Niezadowoleni fani Marvela nie akceptują Czarnej Pantery 2 i chcą powrotu T'Challi
Film Czarna Pantera: Wakanda w moim sercu w końcu zadebiutował. Fani jednak nie są zadowoleni z niektórych aspektów fabularnych produkcji.
Uwaga! Tekst zawiera spoilery związane z filmem Czarna Pantera: Wakanda w moim sercu.
Czwarta faza Kinowego Uniwersum Marvela została oficjalnie zakończona. Wszystko za sprawą premiery filmu Czarna Pantera: Wakanda w moim sercu. Po raz pierwszy w postać tytułowego bohatera nie wcielił się Chadwick Boseman.
Od czasu śmierci aktora minęły w tym roku dwa lata. Pomimo nawoływań fanów, Marvel niejednokrotnie wspominał, że nie ma zamiaru w najbliższej przyszłość zastępować zmarłego gwiazdora w roli T’Challi. Niezadowoleni z tego powodu fani nawet po premierze nie dali o sobie zapomnieć.

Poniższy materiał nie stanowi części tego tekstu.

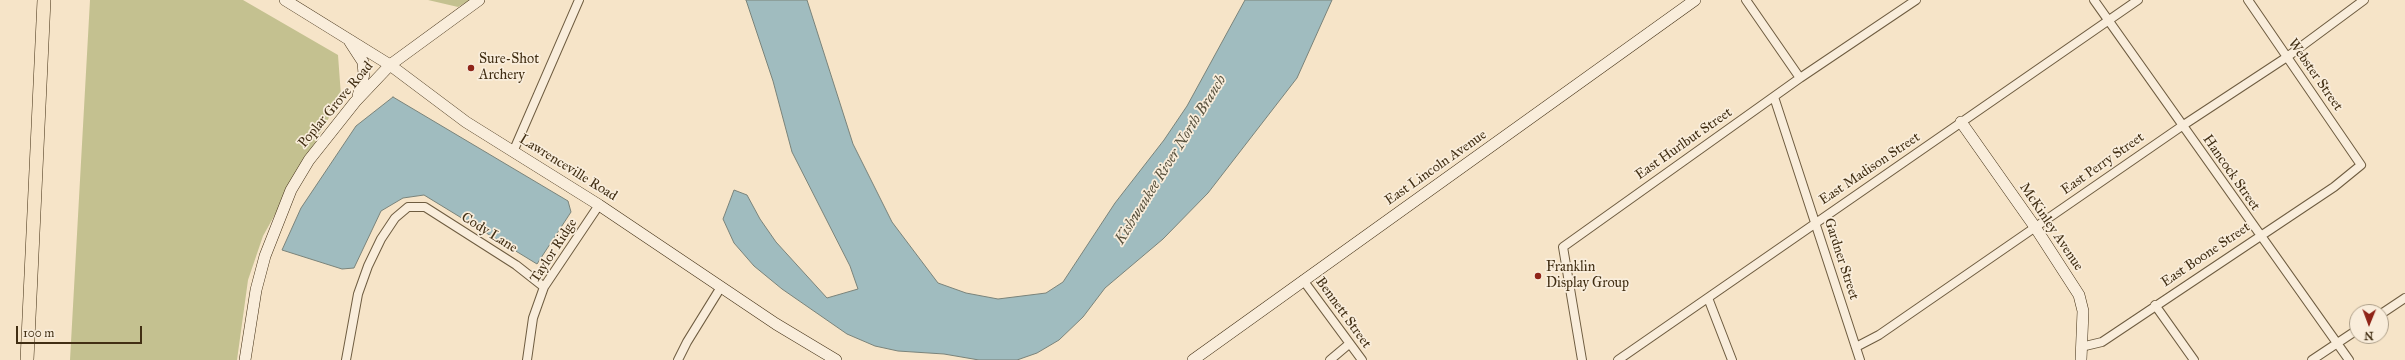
<!DOCTYPE html>
<html>
<head>
<meta charset="utf-8">
<style>
	body { margin:0 }
	#map { position:relative; width:2405px; height:360px; overflow:hidden; background:#f6e4c8; font-family:"IM FELL Great Primer",serif }
	canvas { display:block }
	.north { position:absolute; left:2349px; top:304px; width:40px; height:40px; box-sizing:border-box; background:#f9eddb; border:1px solid #afa18b; border-radius:50%; rotate:181deg; font-size:11px; font-weight:700; line-height:16px; text-align:center; color:#412e13 }
	.north::after { content:''; display:block; margin:auto; width:14px; height:18px; background:#8f2418; clip-path:polygon(50% 0,100% 100%,50% 72%,0 100%) }
	.scale { position:absolute; left:16px; top:326px; width:126px; height:18px; box-sizing:border-box; border:2px solid #412e13; border-top:0; padding-left:5px; font-size:12px; line-height:14px; white-space:nowrap; color:#412e13; -webkit-text-stroke:3px #f9eddb; paint-order:stroke }
</style>
</head>
<body>
<div id="map">
<canvas width="2405" height="360"></canvas>
<div class="north">N</div>
<div class="scale">100 m</div>
</div>
<script>
const context = document.querySelector('canvas').getContext('2d');
context.lineJoin = 'round';
function fillPath(path, color) { context.fillStyle = color; context.fill(path, 'evenodd'); }
const toPath = rows => new Path2D(rows.map(r => 'M' + r).join(''));
function trace(path, color, width, dash) { context.strokeStyle = color; context.lineWidth = width; context.lineCap = dash ? 'butt' : 'round'; context.setLineDash(dash || []); context.stroke(path); }
function drawText(font, color, halo, rows, align = 'center') {
  context.font = font + ' "IM FELL Great Primer",serif'; context.lineWidth = 3.5; context.setLineDash([]); context.textBaseline = 'middle'; context.strokeStyle = halo; context.fillStyle = color; for (const [text, x, y, turn = 0] of rows) {
    context.save(); context.translate(x, y); context.rotate((+turn || 0) * Math.PI / 180); context.textAlign = isNaN(turn) ? turn : align; if (halo) context.strokeText(text, 0, 0); context.fillText(text, 0, 0); context.restore();
  }
}
fillPath(toPath([
	[90,0,243,0,338,55,341,96,263,236,248,280,237,360,70,360],
	[428,0,470,0,458,7]
]), '#c4c190');
const water = toPath([
	[746,0,807,0,853,144,892,222,938,283,966,293,998,299,1046,293,1063,282,1115,203,1164,140,1187,106,1245,0,1332,0,1297,78,1208,193,1163,239,1105,288,1083,317,1059,340,1037,353,1017,360,979,360,944,354,898,351,875,346,847,334,782,289,754,266,734,243,723,219,734,190,747,195,760,219,776,242,827,298,858,289,850,266,792,152,773,81,746,0],
	[393,97,568,201,571,212,537,264,424,195,403,198,381,211,354,268,342,269,282,250,301,208,356,126,393,97]
]);
fillPath(water, '#a0bcbf');
trace(water, '#7a837a', 1);
const street = toPath([
	[1746,0,1800,78],
	[2094,0,2349,360],
	[1774,97,1860,360],
	[513,152,579,0],
	[1303,280,1362,360],
	[1708,298,1732,360],
	[2155,305,2194,360],
	[2381,314,2405,298],
	[1856,347,1879,335,2182,126,2287,57,2364,0],
	[2081,347,2102,342,2334,187,2361,165,2248,0],
	[346,360,358,294,368,266,381,239,395,218,408,207,425,207,516,265,544,287],
	[527,360,533,318,544,287,599,205],
	[678,360,687,342,721,287],
	[1330,360,1349,344],
	[1582,360,1563,247,1800,78,1916,0],
	[1618,360,2138,0],
	[2312,360,2357,330]
]);
const secondary = toPath([
	[285,0,390,65,466,122,599,205,776,324,836,360],
	[350,42,363,62,364,74,358,96],
	[1961,122,2035,227,2079,295,2083,311,2081,360],
	[245,360,256,290,265,256,291,190,309,160,355,102,390,65,479,0],
	[1193,360,1695,0]
]);
const primary = toPath([
	[27,360,44,0]
]);
trace(street, '#6e5c40', 10);
trace(secondary, '#412e13', 12);
trace(primary, '#412e13', 14);
trace(street, '#f9eddb', 8);
trace(secondary, '#f9eddb', 11);
trace(primary, '#f6e4c8', 13);
for (const [x, y, r, color] of [
	[471,68,4,"#8f2418"],
	[1538,276,4,"#8f2418"]
]) { const dot = new Path2D(); dot.arc(x, y, r, 0, 2 * Math.PI); context.fillStyle = color; context.fill(dot); trace(dot, '#f9eddb', 1.5); }
drawText('14px', '#412e13', '#f9eddb', [
	["Sure-Shot",479,60],
	["Archery",479,76],
	["Franklin",1546,268],
	["Display Group",1546,284]
], 'left');
drawText('14px', '#412e13', '#f9eddb', [
	["Webster Street",2315,75,55],
	["Poplar Grove Road",336,105,-50],
	["East Hurlbut Street",1684,144,-35],
	["East Perry Street",2103,164,-35],
	["Lawrenceville Road",568,168,32],
	["East Lincoln Avenue",1436,168,-35],
	["East Madison Street",1870,169,-34],
	["Hancock Street",2231,173,55],
	["McKinley Avenue",2051,227,56],
	["Cody Lane",489,233,32],
	["Taylor Ridge",554,251,-57],
	["East Boone Street",2206,255,-34],
	["Gardner Street",1841,259,72],
	["Bennett Street",1343,313,54]
]);
drawText('italic 15px', '#59523e', '#f9eddb', [
	["Kishwaukee River North Branch",1171,160,-58]
]);
</script>
</body>
</html>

Widzowie, którzy mieli okazję zobaczyć najnowsze widowisko z MCU wiedzą już, że postać grana do tej pory przez Chadwicka Bosemana została uśmiercona poza ekranem z powodu choroby, a miano Czarnej Pantery przejęła siostra T’Challi, Shuri.
Poza tym okazało się, że zmarły król Wakandy miał syna z graną przez Lupitę Nyong’o Nakią. I to właśnie takie podejście do fabuły produkcji spowodowało niezadowolenie wśród fanów Kinowego Uniwersum Marvela. Bardzo mocno kwestionowana jest logika przedstawionych wydarzeń.

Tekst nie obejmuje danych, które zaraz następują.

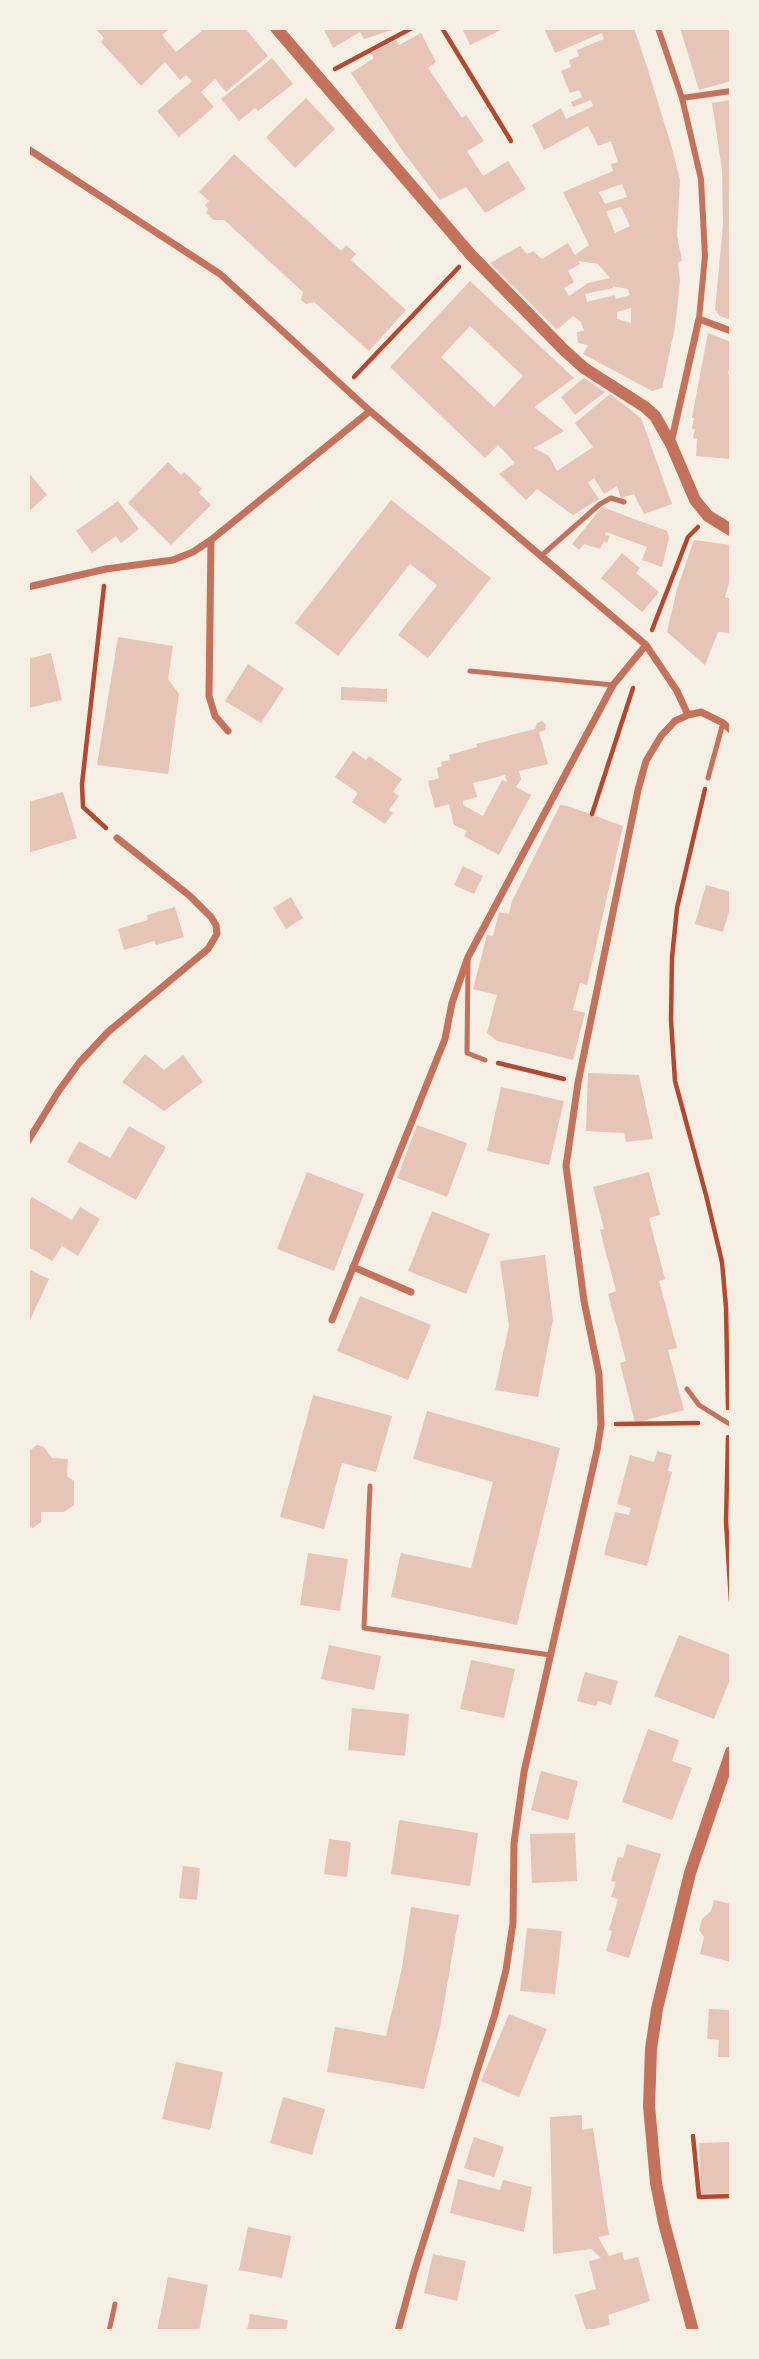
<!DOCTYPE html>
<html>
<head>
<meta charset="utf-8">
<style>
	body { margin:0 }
	#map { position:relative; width:759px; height:2359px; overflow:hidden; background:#f6efe4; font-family:Commissioner,sans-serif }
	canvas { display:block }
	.frame { position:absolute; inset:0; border:30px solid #f6efe4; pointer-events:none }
</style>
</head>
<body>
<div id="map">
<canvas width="759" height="2359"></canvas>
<div class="frame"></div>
</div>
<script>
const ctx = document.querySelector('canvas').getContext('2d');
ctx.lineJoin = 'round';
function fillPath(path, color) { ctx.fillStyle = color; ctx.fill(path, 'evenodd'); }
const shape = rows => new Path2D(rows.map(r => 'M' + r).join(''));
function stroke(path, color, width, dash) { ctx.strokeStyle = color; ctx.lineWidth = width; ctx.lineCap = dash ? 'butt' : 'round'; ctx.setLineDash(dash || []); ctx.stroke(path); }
const building = shape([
	[95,28,171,28,162,35,176,52,202,31,199,28,245,28,268,56,226,92,215,79,201,92,214,107,179,137,157,111,192,81,186,75,180,80,165,62,141,86,101,42,104,38],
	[323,28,395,28,395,29,364,39,360,32,333,48],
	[462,28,505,28,470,45],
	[544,28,634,28,648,70,672,148,680,180,677,235,682,261,678,262,680,282,675,327,662,388,652,391,583,354,588,345,578,343,577,332,584,331,581,322,573,316,557,330,490,263,520,246,527,254,533,251,542,259,568,243,575,255,589,245,563,192,613,171,611,164,618,162,611,141,598,146,588,126,544,150,532,125,561,108,566,119,593,106,591,100,573,107,571,102,582,97,579,90,570,93,561,71,571,67,569,60,579,56,577,50,604,39,602,33,555,53],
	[622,184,627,197,605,204,599,192],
	[621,207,630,226,615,233,606,211],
	[578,261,598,264,610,278,588,283,569,296,564,288,574,282,568,271,580,264],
	[612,286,628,289,630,295,616,299,615,295,587,302,585,294,613,288],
	[631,308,631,323,617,319,617,312],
	[680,28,731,28,731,81,699,90],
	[421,33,436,62,428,68,462,118,466,115,484,141,467,151,483,176,508,161,526,189,485,213,466,187,440,200,404,153,351,73,374,58,371,53,396,40,399,45],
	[272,58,293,84,258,111,255,108,239,121,221,99],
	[306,98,335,129,295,168,266,137],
	[731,100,731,320,720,316,715,310,723,224,722,170,712,103],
	[234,154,341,251,346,245,356,254,351,260,406,310,369,351,314,302,306,304,301,300,303,292,224,220,214,220,206,213,208,208,205,205,209,201,199,192],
	[470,281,574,378,534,407,564,431,534,448,549,456,557,471,593,447,575,423,610,394,641,418,672,504,644,514,634,494,621,498,617,486,604,494,594,478,588,483,599,499,573,515,537,489,526,500,499,474,515,463,498,445,485,458,390,367],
	[470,326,523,376,494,407,441,357],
	[708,333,731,342,731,370,729,369,728,374,731,375,731,459,696,456,697,439,693,438,695,429,692,429,694,418,692,418],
	[584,378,605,392,575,415,561,397],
	[168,462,181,475,184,472,202,489,198,492,211,505,171,545,128,503],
	[28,472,47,495,28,512],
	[391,500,491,578,428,658,398,635,437,585,410,564,338,656,295,623],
	[118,501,139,529,121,543,116,536,92,553,76,531],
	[602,507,667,531,669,538,662,567,642,560,647,547,606,532,605,535,610,536,607,543,604,541,600,549,584,544,579,550,572,544],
	[694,540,731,545,731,575,725,597,731,599,731,633,718,632,705,665,667,632,677,589],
	[622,553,640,568,636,573,659,592,642,612,601,578],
	[118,637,173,646,168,679,179,694,168,774,97,765],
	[51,653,62,700,28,708,28,659],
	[248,664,284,688,261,723,225,701],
	[341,687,387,689,387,702,341,700],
	[542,721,546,725,545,730,539,732,548,764,519,771,521,779,516,787,531,795,499,855,464,836,467,831,454,825,449,804,435,808,428,781,439,778,437,768,442,766,441,762,450,760,449,755,477,747,476,744,535,729,537,723],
	[505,775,507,782,502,780,483,816,463,805,463,801,477,797,473,783],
	[353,751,366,760,369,756,402,779,393,792,399,796,389,810,393,813,385,824,352,802,358,793,335,777],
	[63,792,77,838,28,853,28,802],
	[560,805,568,806,623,826,587,985,580,983,573,1010,585,1013,573,1060,497,1041,487,1033,497,995,473,989,487,935,493,936,499,912,509,914,512,901],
	[463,866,483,876,474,894,454,885],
	[706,885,731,892,731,904,723,932,695,924],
	[291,897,303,918,286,929,273,908],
	[175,907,184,937,156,945,154,941,124,950,118,929,148,920,147,915],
	[145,1054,164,1070,183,1055,203,1082,164,1111,122,1082],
	[588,1073,639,1075,653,1139,626,1142,624,1133,586,1131],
	[501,1087,564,1101,549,1165,487,1151],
	[417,1125,467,1143,447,1197,397,1178],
	[129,1126,166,1147,136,1200,67,1162,79,1141,110,1158],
	[307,1172,364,1194,334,1271,277,1249],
	[649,1172,660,1215,649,1218,665,1279,659,1281,677,1348,668,1350,684,1410,635,1423,620,1363,626,1361,608,1294,616,1291,600,1230,604,1229,593,1187],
	[32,1197,72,1220,80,1207,100,1219,78,1256,62,1246,52,1261,28,1247,28,1204],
	[432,1211,490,1234,466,1294,408,1271],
	[545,1255,553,1320,538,1397,495,1390,509,1326,500,1261],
	[28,1269,49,1279,30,1320,28,1319],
	[360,1296,431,1325,408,1380,337,1351],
	[313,1395,392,1416,376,1472,342,1463,324,1529,280,1517],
	[427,1411,560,1448,517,1625,391,1597,401,1553,471,1568,493,1482,413,1459],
	[37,1445,44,1447,52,1458,68,1459,67,1476,74,1481,74,1505,64,1512,41,1512,41,1522,33,1528,28,1527,28,1452],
	[657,1451,672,1455,668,1471,672,1472,647,1566,604,1555,615,1512,629,1515,631,1508,617,1504,630,1455,654,1462],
	[308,1553,348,1559,340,1611,300,1605],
	[679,1635,731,1655,731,1677,714,1719,654,1696],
	[329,1645,381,1656,374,1690,321,1679],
	[471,1660,515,1669,504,1718,460,1709],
	[585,1672,618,1681,611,1705,598,1701,596,1706,577,1701],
	[352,1708,409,1714,405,1756,348,1750],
	[648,1729,679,1740,672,1761,692,1768,672,1820,622,1802],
	[541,1771,578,1781,568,1820,531,1810],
	[399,1820,478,1833,470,1886,391,1874],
	[575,1833,577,1881,532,1883,530,1834],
	[329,1839,351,1842,347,1877,324,1874],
	[627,1844,661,1854,629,1958,606,1951,612,1931,609,1930,618,1899,611,1897,616,1882,611,1881,618,1857,623,1858],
	[183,1866,200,1868,197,1900,179,1898],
	[714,1900,731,1904,731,1962,700,1954,704,1937,699,1930,702,1919,711,1911],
	[411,1907,459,1915,440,2027,424,2089,327,2072,335,2027,386,2036,402,1968],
	[527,1928,562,1931,555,1994,520,1991],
	[709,2009,731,2010,731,2057,718,2057,719,2040,707,2039],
	[509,2014,547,2029,519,2097,481,2081],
	[176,2062,223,2072,210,2130,162,2119],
	[283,2097,325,2109,312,2155,270,2143],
	[582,2115,582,2130,593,2128,609,2235,598,2237,609,2256,622,2252,624,2260,638,2257,650,2301,608,2315,610,2325,586,2331,575,2295,596,2289,589,2261,601,2258,591,2249,553,2254,550,2117],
	[474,2137,504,2147,494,2177,464,2168],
	[731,2142,731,2193,701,2194,699,2143],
	[458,2179,500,2190,503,2180,532,2187,524,2232,450,2213],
	[248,2227,291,2236,282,2278,239,2270],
	[433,2254,466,2261,457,2301,424,2293],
	[168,2277,208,2285,199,2331,157,2331],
	[250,2314,288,2320,286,2331,247,2331]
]);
const path = shape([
	[442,28,511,141],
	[335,69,412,28],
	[354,377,459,267],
	[104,586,82,784,83,807,106,828],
	[652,630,688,537,698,527],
	[705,789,677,908,672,958,671,1020,675,1081,706,1195,722,1262,726,1307,728,1408],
	[592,814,633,688],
	[498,1063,564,1079],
	[616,1424,698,1423],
	[728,1437,726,1521,731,1601],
	[693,2136,699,2197,731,2196]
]);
const service = shape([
	[541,556,600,504,611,498,624,502],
	[470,671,613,685],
	[708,778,723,723],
	[468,961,467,1053,485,1060],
	[687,1389,699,1405,731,1425],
	[370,1486,364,1628,550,1655],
	[109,2331,115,2304]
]);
const pedestrian = shape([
	[658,28,682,98,701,179,705,256,699,319],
	[682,98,731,91]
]);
const minor = shape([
	[28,149,220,274,370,411,646,645,677,691,688,715,701,712,723,723,731,730],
	[671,443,699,319,731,331],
	[211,540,209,696,215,716,228,731],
	[28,587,106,569,173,560,193,552,211,540,370,411],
	[28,1141,58,1092,79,1063,108,1032,208,949,217,934,216,925,211,917,190,896,117,838],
	[353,1267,411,1292],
	[332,1320,445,1039,452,1003,468,957,613,685,646,645],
	[398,2331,414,2272,495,2014,506,1970,513,1923,514,1843,524,1772,597,1450,601,1425,599,1374,584,1301,566,1166,578,1083,638,790,646,761,661,736,675,721,688,715]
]);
const tertiary = shape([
	[276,28,471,255,564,350,584,368,645,407,655,416,671,444,695,500,708,516,731,530],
	[693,2331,664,2223,656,2183,649,2106,651,2049,657,2009,690,1873,731,1752]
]);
fillPath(building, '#e6c5b7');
stroke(path, '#b5482f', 4.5);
stroke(service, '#c5725c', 5);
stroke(pedestrian, '#c5725c', 6);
stroke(minor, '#c5725c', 7);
stroke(tertiary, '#c5725c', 12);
</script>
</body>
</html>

W związku z powyższym krótko po premierze na Twitterze zaczęło trendować hasło #RecastTchalla, którego użycie miało świadczyć o pragnieniu zmiany aktora wcielającego się w postać T’Challi.
Wyjaśnijcie mi, dlaczego postać z super siłą, szybkością, wytrzymałością i odpornością na choroby, do tego urodzona w najbardziej zaawansowanym technologicznie kraju na świecie umiera? Film ani trochę tego nie tłumaczy – @bronzestruggler.
Czarna Pantera z MCU jest pierwszym superbohaterem, który umiera więcej niż raz w serii. Dla czarnego człowieka jest to obraźliwe. 2,5 razy. W połowie w Czarnej Panterze, raz w Wojnie bez granic, a teraz ponownie w Wakanda w moim sercu. Niesamowicie obraźliwe – EsOnEverything.
MCU nie powinno używać śmierci Chadwicka Bosemana jako punktu w fabule. Dobrą taktyką marketingową jest odniesienie się do naszych emocji. Marvel czerpie korzyści finansowe z naszych emocji, ponieważ dla niektórych z nas pójście do kina jest także okazją do żałoby – justkira.
Powyżej przedstawiliśmy tylko kilka wybranych przykładów, jednak w sieci można znaleźć o wiele więcej komentarzy, nawołujących do ponownego castingu do roli T’Challi. Bez względu na to, co myślą fani MCU, grana przez Letitię Wright Shuri jest teraz Czarną Panterą, a Marvel Studios w najbliższym czasie z pewnością nie będzie tego zmieniać.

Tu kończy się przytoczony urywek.